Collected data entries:

━━━━━━━━━━━━━━━━

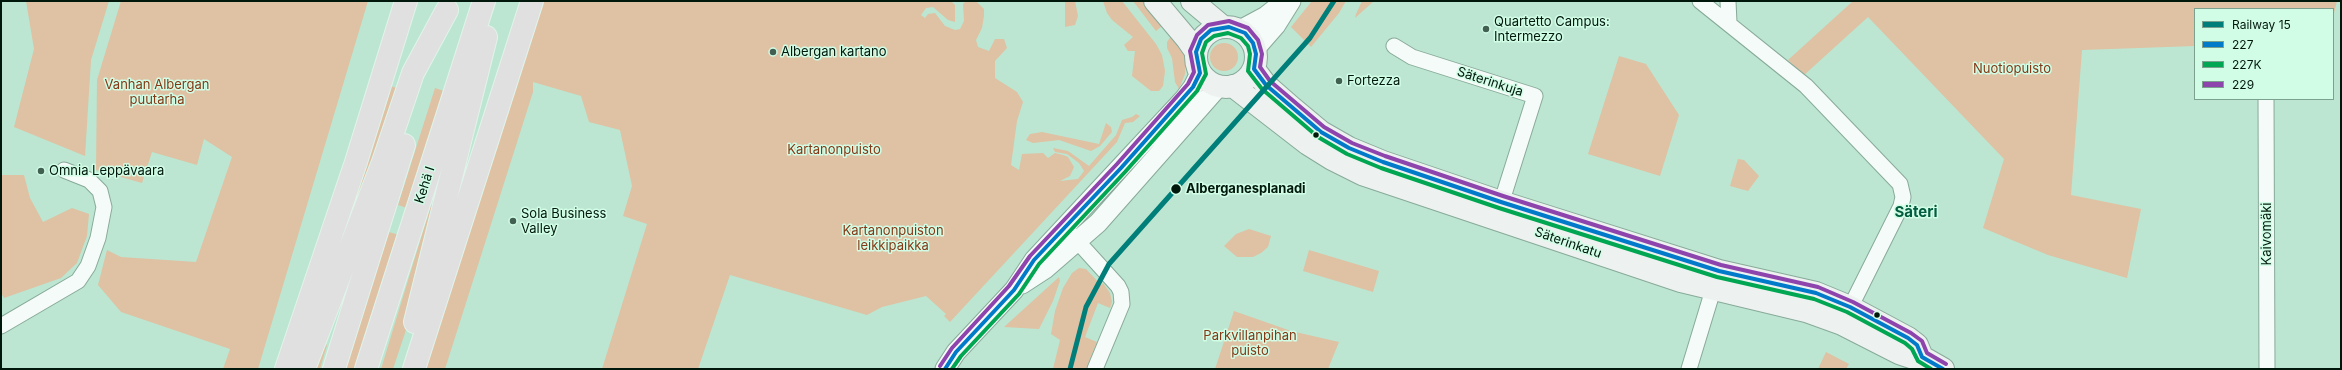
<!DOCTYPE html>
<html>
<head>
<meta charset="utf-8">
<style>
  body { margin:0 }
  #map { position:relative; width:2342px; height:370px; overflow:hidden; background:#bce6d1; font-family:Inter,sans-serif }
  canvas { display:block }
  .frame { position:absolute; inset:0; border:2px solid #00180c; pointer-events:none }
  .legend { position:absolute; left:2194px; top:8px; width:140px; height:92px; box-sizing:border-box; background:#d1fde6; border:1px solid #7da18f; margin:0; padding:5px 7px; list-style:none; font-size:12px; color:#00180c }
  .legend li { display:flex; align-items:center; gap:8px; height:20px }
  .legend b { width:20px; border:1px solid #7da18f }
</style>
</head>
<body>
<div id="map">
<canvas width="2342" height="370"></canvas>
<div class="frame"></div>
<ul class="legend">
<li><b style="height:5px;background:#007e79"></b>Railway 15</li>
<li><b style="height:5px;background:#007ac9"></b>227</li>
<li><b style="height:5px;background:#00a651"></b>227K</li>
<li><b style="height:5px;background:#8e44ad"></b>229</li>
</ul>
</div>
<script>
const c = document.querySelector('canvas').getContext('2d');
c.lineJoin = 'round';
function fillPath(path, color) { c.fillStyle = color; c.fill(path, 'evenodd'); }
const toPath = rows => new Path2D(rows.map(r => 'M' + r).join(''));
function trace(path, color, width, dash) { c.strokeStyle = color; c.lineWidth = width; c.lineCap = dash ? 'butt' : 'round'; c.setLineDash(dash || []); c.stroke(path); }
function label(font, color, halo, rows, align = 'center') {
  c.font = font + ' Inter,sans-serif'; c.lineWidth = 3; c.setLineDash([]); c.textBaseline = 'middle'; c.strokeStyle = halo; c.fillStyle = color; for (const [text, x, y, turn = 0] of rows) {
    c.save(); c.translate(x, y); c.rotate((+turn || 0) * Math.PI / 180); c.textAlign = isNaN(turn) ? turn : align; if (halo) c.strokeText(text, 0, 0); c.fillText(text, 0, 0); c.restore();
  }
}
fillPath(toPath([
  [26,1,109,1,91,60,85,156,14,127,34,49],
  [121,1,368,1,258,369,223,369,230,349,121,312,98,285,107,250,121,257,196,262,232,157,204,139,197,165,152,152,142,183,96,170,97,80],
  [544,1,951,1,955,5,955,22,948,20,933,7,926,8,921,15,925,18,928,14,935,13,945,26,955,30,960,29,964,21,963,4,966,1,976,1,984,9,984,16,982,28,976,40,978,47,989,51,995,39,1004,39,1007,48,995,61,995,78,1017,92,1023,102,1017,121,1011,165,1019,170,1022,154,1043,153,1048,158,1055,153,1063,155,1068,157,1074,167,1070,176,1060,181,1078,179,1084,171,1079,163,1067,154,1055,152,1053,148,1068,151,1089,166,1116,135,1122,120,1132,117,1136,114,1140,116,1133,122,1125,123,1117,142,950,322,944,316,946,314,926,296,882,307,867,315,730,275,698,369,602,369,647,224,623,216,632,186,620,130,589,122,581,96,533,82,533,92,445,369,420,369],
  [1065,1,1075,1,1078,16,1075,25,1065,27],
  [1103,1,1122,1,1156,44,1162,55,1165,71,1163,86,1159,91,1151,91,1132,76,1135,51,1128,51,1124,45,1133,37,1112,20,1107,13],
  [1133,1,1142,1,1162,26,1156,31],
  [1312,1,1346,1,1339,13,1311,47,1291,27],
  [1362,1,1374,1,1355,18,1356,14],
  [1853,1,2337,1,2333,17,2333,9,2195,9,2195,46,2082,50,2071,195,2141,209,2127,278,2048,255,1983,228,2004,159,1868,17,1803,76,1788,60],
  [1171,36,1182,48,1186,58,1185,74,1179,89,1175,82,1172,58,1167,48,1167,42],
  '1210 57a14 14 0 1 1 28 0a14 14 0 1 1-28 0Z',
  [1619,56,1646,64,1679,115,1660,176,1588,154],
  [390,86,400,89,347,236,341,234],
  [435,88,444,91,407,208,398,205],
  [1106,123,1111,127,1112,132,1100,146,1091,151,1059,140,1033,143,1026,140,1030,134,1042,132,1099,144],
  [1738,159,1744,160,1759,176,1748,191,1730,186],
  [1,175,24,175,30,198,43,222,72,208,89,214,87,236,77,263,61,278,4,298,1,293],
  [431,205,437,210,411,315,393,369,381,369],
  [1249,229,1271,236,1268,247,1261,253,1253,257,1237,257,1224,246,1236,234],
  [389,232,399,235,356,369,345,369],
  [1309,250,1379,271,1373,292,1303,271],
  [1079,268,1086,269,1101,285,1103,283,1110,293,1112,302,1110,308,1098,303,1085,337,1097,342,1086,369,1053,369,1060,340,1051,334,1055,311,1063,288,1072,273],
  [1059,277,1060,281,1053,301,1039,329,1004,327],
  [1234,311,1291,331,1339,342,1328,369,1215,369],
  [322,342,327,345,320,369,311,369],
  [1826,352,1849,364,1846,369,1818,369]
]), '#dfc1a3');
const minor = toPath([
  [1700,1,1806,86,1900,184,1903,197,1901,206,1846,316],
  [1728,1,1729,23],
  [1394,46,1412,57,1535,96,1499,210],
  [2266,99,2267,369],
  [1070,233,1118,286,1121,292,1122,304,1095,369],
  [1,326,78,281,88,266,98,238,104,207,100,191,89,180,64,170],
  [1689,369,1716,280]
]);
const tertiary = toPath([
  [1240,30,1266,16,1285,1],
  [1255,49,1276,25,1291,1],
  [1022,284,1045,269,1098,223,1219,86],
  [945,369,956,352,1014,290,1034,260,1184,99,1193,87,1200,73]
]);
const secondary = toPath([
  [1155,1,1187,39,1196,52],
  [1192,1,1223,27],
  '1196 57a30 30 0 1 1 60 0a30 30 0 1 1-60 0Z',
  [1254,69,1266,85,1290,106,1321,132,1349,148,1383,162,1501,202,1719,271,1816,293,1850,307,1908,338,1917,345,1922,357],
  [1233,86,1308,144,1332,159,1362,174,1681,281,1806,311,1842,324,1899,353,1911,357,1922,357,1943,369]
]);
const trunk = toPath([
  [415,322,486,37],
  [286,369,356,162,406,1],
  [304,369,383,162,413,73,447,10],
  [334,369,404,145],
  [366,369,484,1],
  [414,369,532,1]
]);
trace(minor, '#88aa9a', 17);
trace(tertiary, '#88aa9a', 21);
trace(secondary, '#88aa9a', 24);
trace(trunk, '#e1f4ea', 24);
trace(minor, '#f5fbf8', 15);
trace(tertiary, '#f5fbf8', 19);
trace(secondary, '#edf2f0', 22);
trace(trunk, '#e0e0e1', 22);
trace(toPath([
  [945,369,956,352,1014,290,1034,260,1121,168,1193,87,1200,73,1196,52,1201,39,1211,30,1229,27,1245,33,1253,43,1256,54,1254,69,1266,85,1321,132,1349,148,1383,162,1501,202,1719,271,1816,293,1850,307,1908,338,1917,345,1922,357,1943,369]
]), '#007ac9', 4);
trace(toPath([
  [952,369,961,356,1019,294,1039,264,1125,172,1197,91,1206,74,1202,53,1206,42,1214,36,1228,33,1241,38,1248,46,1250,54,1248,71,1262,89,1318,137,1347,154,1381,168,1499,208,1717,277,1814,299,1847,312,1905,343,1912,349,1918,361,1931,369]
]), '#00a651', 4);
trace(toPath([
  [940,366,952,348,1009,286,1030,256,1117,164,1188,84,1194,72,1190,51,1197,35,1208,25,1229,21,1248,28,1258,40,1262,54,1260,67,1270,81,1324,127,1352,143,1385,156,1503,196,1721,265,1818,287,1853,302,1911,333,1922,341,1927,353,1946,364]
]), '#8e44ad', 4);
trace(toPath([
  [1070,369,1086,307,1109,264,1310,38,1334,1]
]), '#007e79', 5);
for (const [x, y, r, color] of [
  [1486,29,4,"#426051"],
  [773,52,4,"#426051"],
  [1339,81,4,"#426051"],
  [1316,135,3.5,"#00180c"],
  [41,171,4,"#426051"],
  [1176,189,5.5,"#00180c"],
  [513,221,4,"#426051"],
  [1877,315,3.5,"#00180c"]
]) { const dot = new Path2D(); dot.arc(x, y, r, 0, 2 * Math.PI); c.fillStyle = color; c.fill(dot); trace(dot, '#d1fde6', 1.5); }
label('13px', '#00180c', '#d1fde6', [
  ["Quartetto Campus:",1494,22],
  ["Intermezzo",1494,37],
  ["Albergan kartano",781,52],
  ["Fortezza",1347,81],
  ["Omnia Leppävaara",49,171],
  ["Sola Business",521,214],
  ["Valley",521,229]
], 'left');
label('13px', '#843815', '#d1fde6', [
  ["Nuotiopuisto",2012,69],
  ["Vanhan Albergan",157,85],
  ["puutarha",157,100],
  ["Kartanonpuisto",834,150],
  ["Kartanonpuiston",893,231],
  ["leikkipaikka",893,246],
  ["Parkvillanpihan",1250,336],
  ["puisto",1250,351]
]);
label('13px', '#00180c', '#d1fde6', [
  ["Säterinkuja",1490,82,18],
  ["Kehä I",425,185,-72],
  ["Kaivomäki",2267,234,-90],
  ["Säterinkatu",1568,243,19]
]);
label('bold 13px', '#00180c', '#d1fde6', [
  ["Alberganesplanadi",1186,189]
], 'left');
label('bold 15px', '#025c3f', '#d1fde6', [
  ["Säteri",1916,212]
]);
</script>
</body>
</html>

━━━━━━━━━━━━━━━━

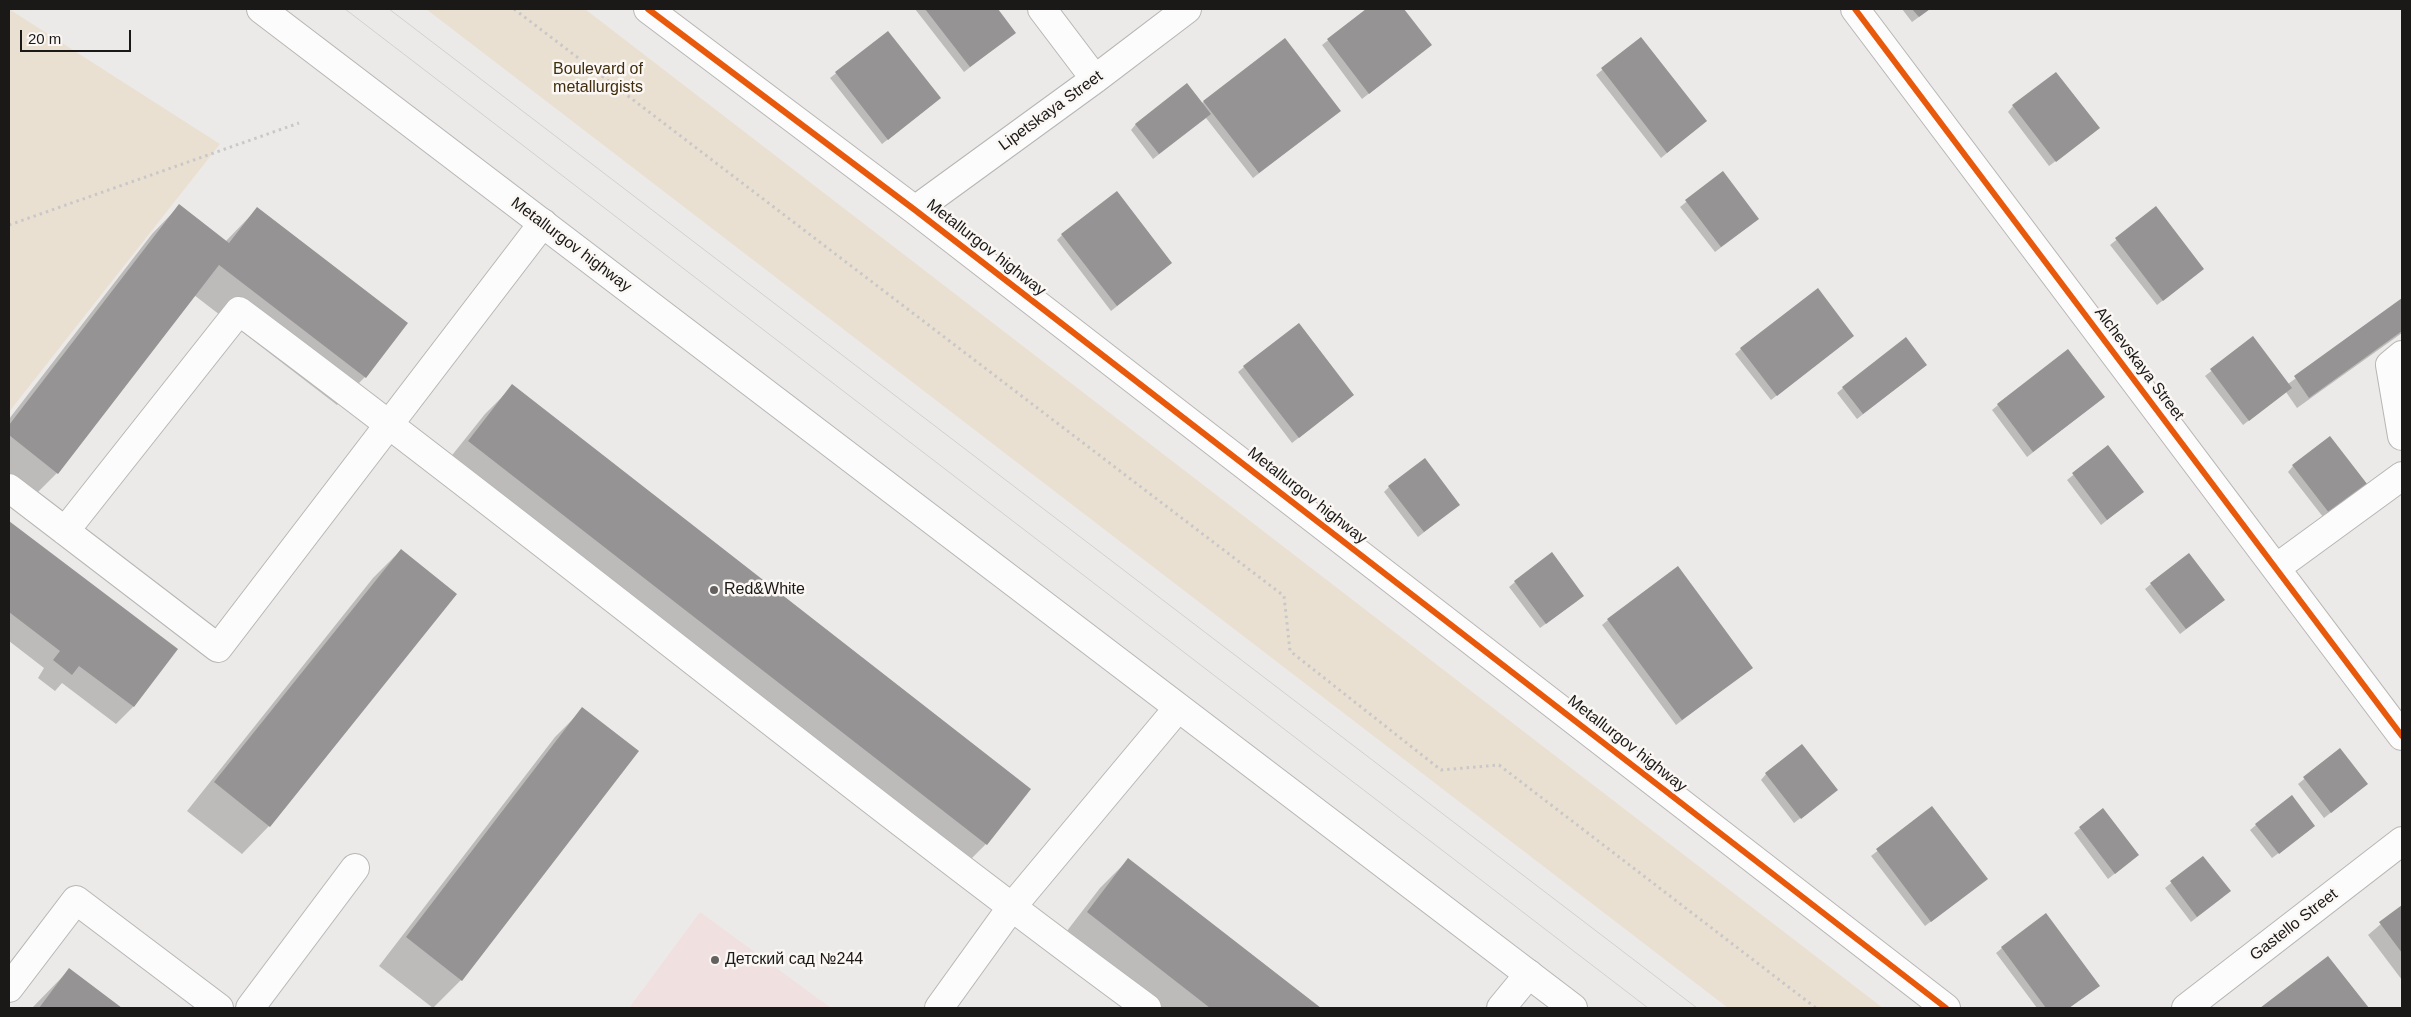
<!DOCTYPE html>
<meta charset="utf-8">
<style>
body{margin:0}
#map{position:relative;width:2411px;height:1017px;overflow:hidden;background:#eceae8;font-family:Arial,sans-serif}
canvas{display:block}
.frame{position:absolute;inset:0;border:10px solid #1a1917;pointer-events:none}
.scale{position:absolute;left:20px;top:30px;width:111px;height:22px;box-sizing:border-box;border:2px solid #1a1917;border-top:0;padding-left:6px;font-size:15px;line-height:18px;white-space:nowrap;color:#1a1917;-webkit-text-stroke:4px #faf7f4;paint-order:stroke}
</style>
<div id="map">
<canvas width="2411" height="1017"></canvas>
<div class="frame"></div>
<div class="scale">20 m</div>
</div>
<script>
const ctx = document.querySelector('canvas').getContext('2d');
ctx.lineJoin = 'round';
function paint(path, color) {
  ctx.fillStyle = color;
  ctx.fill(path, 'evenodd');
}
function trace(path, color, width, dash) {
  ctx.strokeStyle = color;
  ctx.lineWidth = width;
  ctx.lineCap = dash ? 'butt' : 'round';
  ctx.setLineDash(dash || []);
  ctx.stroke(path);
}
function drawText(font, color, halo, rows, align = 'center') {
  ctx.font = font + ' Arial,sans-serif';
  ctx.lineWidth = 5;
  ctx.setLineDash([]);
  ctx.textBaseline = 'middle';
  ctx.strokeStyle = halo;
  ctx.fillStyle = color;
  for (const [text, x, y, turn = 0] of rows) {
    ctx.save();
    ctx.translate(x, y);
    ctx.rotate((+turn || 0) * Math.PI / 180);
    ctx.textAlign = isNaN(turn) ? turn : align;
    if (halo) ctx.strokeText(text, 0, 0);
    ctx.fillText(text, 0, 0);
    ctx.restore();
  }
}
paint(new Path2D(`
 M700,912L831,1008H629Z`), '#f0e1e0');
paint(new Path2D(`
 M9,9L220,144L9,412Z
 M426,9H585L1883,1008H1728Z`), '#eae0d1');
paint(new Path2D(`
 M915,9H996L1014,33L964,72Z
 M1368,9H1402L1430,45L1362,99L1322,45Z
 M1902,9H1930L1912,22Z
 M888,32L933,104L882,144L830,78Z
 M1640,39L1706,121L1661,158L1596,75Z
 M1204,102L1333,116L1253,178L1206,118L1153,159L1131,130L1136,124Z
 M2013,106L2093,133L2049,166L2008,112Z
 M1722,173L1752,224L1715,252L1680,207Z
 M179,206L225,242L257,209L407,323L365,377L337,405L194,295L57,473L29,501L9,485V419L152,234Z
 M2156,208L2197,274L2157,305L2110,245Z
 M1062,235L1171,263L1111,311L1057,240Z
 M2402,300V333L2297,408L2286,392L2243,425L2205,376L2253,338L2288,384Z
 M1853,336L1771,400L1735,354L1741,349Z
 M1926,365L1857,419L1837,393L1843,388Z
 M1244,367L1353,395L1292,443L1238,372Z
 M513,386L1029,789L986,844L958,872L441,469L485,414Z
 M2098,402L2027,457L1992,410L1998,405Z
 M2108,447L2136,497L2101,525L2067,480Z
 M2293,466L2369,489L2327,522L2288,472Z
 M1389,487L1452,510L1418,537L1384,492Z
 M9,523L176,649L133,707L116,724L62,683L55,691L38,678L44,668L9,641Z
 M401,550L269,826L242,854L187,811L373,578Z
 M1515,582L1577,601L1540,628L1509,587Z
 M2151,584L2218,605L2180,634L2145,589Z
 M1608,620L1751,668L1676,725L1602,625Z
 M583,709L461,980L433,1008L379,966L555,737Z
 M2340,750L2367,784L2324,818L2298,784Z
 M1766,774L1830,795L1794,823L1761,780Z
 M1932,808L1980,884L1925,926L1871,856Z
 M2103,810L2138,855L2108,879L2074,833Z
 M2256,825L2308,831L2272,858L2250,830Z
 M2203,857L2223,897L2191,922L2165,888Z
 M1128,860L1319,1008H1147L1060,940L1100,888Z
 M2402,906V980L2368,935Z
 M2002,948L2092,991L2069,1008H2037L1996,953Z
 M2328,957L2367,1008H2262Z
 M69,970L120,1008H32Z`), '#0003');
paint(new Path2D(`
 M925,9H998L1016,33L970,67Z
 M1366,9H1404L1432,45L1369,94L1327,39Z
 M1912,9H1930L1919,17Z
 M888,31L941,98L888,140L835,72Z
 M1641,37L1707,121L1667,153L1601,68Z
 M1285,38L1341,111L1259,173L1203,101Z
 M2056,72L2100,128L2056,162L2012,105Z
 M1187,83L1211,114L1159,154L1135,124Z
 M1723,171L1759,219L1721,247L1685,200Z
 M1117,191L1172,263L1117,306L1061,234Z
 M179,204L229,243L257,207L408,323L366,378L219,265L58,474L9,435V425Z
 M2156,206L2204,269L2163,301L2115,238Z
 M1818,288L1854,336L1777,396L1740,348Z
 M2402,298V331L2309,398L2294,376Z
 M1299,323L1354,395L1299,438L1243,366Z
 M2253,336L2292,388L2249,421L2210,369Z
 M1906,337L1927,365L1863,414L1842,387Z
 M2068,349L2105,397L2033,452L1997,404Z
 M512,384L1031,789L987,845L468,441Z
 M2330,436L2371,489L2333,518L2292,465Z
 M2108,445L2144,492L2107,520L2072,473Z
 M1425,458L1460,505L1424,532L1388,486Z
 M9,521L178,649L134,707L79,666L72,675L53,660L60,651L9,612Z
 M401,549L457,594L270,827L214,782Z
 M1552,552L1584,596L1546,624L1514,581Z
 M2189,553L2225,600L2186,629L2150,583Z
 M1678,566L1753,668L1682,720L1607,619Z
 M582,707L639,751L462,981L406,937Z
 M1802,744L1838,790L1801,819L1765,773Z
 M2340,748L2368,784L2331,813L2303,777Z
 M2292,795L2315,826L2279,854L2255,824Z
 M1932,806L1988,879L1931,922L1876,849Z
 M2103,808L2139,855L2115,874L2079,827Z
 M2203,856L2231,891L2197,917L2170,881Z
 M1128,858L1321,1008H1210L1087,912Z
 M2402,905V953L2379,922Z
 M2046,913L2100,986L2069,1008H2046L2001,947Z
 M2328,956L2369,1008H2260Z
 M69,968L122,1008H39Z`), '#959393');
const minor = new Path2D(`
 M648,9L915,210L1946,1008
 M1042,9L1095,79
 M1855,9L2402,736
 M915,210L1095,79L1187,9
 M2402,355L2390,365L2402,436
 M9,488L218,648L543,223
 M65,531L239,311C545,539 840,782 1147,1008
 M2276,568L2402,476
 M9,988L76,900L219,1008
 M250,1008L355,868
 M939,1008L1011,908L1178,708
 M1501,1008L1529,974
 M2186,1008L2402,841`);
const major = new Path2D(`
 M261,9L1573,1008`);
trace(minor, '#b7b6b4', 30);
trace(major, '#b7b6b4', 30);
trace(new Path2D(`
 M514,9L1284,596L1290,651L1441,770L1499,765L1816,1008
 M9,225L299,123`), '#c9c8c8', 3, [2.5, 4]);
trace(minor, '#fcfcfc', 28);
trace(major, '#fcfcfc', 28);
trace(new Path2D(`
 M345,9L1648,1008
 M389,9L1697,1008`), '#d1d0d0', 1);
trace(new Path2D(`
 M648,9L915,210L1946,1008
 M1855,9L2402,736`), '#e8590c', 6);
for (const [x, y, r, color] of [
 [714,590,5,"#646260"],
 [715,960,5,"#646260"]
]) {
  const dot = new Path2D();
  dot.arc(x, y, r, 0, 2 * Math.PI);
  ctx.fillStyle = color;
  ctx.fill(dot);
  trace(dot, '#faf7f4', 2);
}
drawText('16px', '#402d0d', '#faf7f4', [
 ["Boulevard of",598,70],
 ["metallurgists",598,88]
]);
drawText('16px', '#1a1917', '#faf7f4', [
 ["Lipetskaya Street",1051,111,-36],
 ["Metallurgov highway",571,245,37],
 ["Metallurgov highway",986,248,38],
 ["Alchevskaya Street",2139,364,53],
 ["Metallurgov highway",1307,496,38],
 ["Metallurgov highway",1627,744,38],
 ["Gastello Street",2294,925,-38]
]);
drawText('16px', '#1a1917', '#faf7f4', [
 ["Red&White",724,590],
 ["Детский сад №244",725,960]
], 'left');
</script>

━━━━━━━━━━━━━━━━

#### What is needed:
From the data above, show each line that contains "translate".

#### Exercise answer:
    c.save(); c.translate(x, y); c.rotate((+turn || 0) * Math.PI / 180); c.textAlign = isNaN(turn) ? turn : align; if (halo) c.strokeText(text, 0, 0); c.fillText(text, 0, 0); c.restore();
    ctx.translate(x, y);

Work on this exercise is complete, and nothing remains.